Pick out the lines below that include the string "controls".
────────
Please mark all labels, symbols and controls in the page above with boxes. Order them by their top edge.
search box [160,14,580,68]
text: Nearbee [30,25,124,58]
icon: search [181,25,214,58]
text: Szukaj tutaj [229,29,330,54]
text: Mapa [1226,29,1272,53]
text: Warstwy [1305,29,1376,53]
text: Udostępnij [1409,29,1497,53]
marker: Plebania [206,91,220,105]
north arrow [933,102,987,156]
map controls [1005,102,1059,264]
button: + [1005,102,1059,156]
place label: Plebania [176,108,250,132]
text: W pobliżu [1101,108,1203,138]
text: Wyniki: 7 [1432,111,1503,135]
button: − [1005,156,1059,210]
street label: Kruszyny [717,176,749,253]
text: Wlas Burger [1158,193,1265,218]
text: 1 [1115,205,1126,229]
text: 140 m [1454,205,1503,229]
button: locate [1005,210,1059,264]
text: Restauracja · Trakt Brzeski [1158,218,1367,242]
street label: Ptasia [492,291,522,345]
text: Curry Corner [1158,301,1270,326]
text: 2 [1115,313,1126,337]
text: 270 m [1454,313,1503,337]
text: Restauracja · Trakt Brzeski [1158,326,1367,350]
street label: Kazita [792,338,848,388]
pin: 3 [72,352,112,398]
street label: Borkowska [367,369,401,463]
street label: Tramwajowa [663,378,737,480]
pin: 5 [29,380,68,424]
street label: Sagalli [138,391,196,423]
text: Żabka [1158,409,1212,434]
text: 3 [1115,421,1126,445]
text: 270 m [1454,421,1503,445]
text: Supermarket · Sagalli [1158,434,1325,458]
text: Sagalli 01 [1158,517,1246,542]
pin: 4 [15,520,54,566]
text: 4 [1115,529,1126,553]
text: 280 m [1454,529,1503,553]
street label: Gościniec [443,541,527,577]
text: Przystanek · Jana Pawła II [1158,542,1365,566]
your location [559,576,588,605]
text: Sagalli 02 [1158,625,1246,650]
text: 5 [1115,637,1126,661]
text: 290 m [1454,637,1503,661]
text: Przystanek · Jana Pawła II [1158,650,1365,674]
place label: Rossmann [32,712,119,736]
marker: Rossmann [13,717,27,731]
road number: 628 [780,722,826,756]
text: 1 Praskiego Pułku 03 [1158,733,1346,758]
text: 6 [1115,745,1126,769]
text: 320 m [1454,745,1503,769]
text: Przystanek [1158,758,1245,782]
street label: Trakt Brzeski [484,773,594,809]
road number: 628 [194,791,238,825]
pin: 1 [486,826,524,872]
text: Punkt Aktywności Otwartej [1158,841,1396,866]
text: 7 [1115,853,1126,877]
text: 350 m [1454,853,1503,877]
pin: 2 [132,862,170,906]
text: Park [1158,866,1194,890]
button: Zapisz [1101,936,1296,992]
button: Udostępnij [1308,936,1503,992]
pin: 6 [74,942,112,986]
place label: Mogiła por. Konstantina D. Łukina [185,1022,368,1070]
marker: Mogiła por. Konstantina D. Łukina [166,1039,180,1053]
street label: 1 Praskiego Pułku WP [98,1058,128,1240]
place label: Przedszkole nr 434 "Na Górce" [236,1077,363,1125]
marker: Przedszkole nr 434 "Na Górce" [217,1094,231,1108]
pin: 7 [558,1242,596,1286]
────────
Reply:
Please mark all labels, symbols and controls in the page above with boxes. Order them by their top edge.
map controls [1005,102,1059,264]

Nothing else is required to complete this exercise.